» ACTION ITEM: Print the whole listing below again, exactly as given.

» GIVEN DATA:

━━━━━━━━━━━━━━━━

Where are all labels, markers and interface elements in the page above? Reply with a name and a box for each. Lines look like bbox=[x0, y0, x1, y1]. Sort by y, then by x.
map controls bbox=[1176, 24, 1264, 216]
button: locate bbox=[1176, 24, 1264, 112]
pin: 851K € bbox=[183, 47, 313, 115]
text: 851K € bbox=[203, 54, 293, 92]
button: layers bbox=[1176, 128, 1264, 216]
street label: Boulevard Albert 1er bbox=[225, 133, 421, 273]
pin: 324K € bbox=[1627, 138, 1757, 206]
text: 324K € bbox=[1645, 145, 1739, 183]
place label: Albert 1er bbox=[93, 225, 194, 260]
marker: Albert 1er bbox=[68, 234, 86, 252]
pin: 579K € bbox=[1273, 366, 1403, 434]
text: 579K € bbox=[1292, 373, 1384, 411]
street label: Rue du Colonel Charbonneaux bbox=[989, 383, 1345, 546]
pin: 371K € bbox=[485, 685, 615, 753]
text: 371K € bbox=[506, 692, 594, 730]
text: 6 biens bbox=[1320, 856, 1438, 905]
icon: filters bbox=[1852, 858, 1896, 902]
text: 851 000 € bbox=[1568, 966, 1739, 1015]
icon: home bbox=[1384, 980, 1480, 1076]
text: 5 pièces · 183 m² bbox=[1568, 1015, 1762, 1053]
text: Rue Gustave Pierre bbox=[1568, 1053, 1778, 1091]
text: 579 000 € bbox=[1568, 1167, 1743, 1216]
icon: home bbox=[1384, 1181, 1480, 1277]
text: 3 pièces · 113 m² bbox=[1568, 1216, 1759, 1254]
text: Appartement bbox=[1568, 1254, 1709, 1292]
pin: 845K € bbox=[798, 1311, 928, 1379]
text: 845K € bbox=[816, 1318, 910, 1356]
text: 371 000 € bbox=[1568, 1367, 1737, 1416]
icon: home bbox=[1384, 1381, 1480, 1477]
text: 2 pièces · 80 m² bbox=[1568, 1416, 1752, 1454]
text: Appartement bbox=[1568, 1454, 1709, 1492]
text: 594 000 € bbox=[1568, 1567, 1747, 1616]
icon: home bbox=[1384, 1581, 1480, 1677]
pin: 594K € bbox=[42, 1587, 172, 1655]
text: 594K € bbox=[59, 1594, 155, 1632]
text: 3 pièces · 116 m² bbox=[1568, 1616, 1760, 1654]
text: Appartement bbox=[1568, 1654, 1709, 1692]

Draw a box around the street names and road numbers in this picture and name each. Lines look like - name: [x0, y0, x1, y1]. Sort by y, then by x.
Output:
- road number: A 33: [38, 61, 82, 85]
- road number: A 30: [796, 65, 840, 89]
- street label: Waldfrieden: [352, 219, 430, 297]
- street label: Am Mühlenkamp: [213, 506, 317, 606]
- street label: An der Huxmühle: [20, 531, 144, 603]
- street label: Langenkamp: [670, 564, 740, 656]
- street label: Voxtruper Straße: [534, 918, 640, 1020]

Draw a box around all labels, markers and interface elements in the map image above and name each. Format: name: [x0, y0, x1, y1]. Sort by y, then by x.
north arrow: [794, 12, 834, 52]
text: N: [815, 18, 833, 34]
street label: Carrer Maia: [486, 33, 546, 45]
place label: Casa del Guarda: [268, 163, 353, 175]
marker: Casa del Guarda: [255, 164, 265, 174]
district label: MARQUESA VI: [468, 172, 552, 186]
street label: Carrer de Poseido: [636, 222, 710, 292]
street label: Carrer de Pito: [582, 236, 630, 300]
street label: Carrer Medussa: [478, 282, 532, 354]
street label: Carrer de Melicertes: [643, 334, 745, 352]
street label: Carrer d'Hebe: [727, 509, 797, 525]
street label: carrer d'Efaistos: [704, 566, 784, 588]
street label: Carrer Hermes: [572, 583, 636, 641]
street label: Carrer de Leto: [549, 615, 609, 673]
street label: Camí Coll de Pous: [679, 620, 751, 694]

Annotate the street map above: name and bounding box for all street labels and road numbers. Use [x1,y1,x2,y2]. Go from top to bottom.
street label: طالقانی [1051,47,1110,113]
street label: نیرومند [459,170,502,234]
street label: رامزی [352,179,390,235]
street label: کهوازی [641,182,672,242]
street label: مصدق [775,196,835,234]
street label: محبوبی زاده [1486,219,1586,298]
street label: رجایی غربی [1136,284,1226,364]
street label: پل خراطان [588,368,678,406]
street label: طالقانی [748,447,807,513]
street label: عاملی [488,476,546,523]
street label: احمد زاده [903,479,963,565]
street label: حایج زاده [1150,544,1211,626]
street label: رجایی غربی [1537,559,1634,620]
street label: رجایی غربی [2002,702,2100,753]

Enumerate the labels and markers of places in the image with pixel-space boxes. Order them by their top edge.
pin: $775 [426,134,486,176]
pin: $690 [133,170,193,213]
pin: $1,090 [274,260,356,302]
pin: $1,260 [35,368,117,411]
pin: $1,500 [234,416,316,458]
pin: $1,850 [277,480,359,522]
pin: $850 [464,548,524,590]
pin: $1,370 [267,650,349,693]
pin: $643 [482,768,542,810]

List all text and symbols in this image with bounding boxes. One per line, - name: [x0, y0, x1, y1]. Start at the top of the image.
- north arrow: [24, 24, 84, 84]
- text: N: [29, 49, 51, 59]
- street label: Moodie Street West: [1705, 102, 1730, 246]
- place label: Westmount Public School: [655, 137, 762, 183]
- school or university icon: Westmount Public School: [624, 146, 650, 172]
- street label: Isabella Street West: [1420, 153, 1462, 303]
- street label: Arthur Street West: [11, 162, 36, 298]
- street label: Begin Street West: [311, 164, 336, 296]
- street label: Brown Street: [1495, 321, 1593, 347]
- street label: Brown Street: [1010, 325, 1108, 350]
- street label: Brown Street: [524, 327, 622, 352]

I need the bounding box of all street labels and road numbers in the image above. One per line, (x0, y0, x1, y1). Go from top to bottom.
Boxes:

━━━━━━━━━━━━━━━━

» TASK SOLUTION:
Where are all labels, markers and interface elements in the page above? Reply with a name and a box for each. Lines look like bbox=[x0, y0, x1, y1]. Sort by y, then by x.
map controls bbox=[1176, 24, 1264, 216]
button: locate bbox=[1176, 24, 1264, 112]
pin: 851K € bbox=[183, 47, 313, 115]
text: 851K € bbox=[203, 54, 293, 92]
button: layers bbox=[1176, 128, 1264, 216]
street label: Boulevard Albert 1er bbox=[225, 133, 421, 273]
pin: 324K € bbox=[1627, 138, 1757, 206]
text: 324K € bbox=[1645, 145, 1739, 183]
place label: Albert 1er bbox=[93, 225, 194, 260]
marker: Albert 1er bbox=[68, 234, 86, 252]
pin: 579K € bbox=[1273, 366, 1403, 434]
text: 579K € bbox=[1292, 373, 1384, 411]
street label: Rue du Colonel Charbonneaux bbox=[989, 383, 1345, 546]
pin: 371K € bbox=[485, 685, 615, 753]
text: 371K € bbox=[506, 692, 594, 730]
text: 6 biens bbox=[1320, 856, 1438, 905]
icon: filters bbox=[1852, 858, 1896, 902]
text: 851 000 € bbox=[1568, 966, 1739, 1015]
icon: home bbox=[1384, 980, 1480, 1076]
text: 5 pièces · 183 m² bbox=[1568, 1015, 1762, 1053]
text: Rue Gustave Pierre bbox=[1568, 1053, 1778, 1091]
text: 579 000 € bbox=[1568, 1167, 1743, 1216]
icon: home bbox=[1384, 1181, 1480, 1277]
text: 3 pièces · 113 m² bbox=[1568, 1216, 1759, 1254]
text: Appartement bbox=[1568, 1254, 1709, 1292]
pin: 845K € bbox=[798, 1311, 928, 1379]
text: 845K € bbox=[816, 1318, 910, 1356]
text: 371 000 € bbox=[1568, 1367, 1737, 1416]
icon: home bbox=[1384, 1381, 1480, 1477]
text: 2 pièces · 80 m² bbox=[1568, 1416, 1752, 1454]
text: Appartement bbox=[1568, 1454, 1709, 1492]
text: 594 000 € bbox=[1568, 1567, 1747, 1616]
icon: home bbox=[1384, 1581, 1480, 1677]
pin: 594K € bbox=[42, 1587, 172, 1655]
text: 594K € bbox=[59, 1594, 155, 1632]
text: 3 pièces · 116 m² bbox=[1568, 1616, 1760, 1654]
text: Appartement bbox=[1568, 1654, 1709, 1692]

Draw a box around the street names and road numbers in this picture and name each. Lines look like - name: [x0, y0, x1, y1]. Sort by y, then by x.
Output:
- road number: A 33: [38, 61, 82, 85]
- road number: A 30: [796, 65, 840, 89]
- street label: Waldfrieden: [352, 219, 430, 297]
- street label: Am Mühlenkamp: [213, 506, 317, 606]
- street label: An der Huxmühle: [20, 531, 144, 603]
- street label: Langenkamp: [670, 564, 740, 656]
- street label: Voxtruper Straße: [534, 918, 640, 1020]

Draw a box around all labels, markers and interface elements in the map image above and name each. Format: name: [x0, y0, x1, y1]. Sort by y, then by x.
north arrow: [794, 12, 834, 52]
text: N: [815, 18, 833, 34]
street label: Carrer Maia: [486, 33, 546, 45]
place label: Casa del Guarda: [268, 163, 353, 175]
marker: Casa del Guarda: [255, 164, 265, 174]
district label: MARQUESA VI: [468, 172, 552, 186]
street label: Carrer de Poseido: [636, 222, 710, 292]
street label: Carrer de Pito: [582, 236, 630, 300]
street label: Carrer Medussa: [478, 282, 532, 354]
street label: Carrer de Melicertes: [643, 334, 745, 352]
street label: Carrer d'Hebe: [727, 509, 797, 525]
street label: carrer d'Efaistos: [704, 566, 784, 588]
street label: Carrer Hermes: [572, 583, 636, 641]
street label: Carrer de Leto: [549, 615, 609, 673]
street label: Camí Coll de Pous: [679, 620, 751, 694]

Annotate the street map above: name and bounding box for all street labels and road numbers. Use [x1,y1,x2,y2]. Go from top to bottom.
street label: طالقانی [1051,47,1110,113]
street label: نیرومند [459,170,502,234]
street label: رامزی [352,179,390,235]
street label: کهوازی [641,182,672,242]
street label: مصدق [775,196,835,234]
street label: محبوبی زاده [1486,219,1586,298]
street label: رجایی غربی [1136,284,1226,364]
street label: پل خراطان [588,368,678,406]
street label: طالقانی [748,447,807,513]
street label: عاملی [488,476,546,523]
street label: احمد زاده [903,479,963,565]
street label: حایج زاده [1150,544,1211,626]
street label: رجایی غربی [1537,559,1634,620]
street label: رجایی غربی [2002,702,2100,753]

Enumerate the labels and markers of places in the image with pixel-space boxes. Order them by their top edge.
pin: $775 [426,134,486,176]
pin: $690 [133,170,193,213]
pin: $1,090 [274,260,356,302]
pin: $1,260 [35,368,117,411]
pin: $1,500 [234,416,316,458]
pin: $1,850 [277,480,359,522]
pin: $850 [464,548,524,590]
pin: $1,370 [267,650,349,693]
pin: $643 [482,768,542,810]

List all text and symbols in this image with bounding boxes. One per line, - name: [x0, y0, x1, y1]. Start at the top of the image.
- north arrow: [24, 24, 84, 84]
- text: N: [29, 49, 51, 59]
- street label: Moodie Street West: [1705, 102, 1730, 246]
- place label: Westmount Public School: [655, 137, 762, 183]
- school or university icon: Westmount Public School: [624, 146, 650, 172]
- street label: Isabella Street West: [1420, 153, 1462, 303]
- street label: Arthur Street West: [11, 162, 36, 298]
- street label: Begin Street West: [311, 164, 336, 296]
- street label: Brown Street: [1495, 321, 1593, 347]
- street label: Brown Street: [1010, 325, 1108, 350]
- street label: Brown Street: [524, 327, 622, 352]

I need the bounding box of all street labels and road numbers in the image above. One per line, (x0, y0, x1, y1). Go from top to bottom.
Boxes:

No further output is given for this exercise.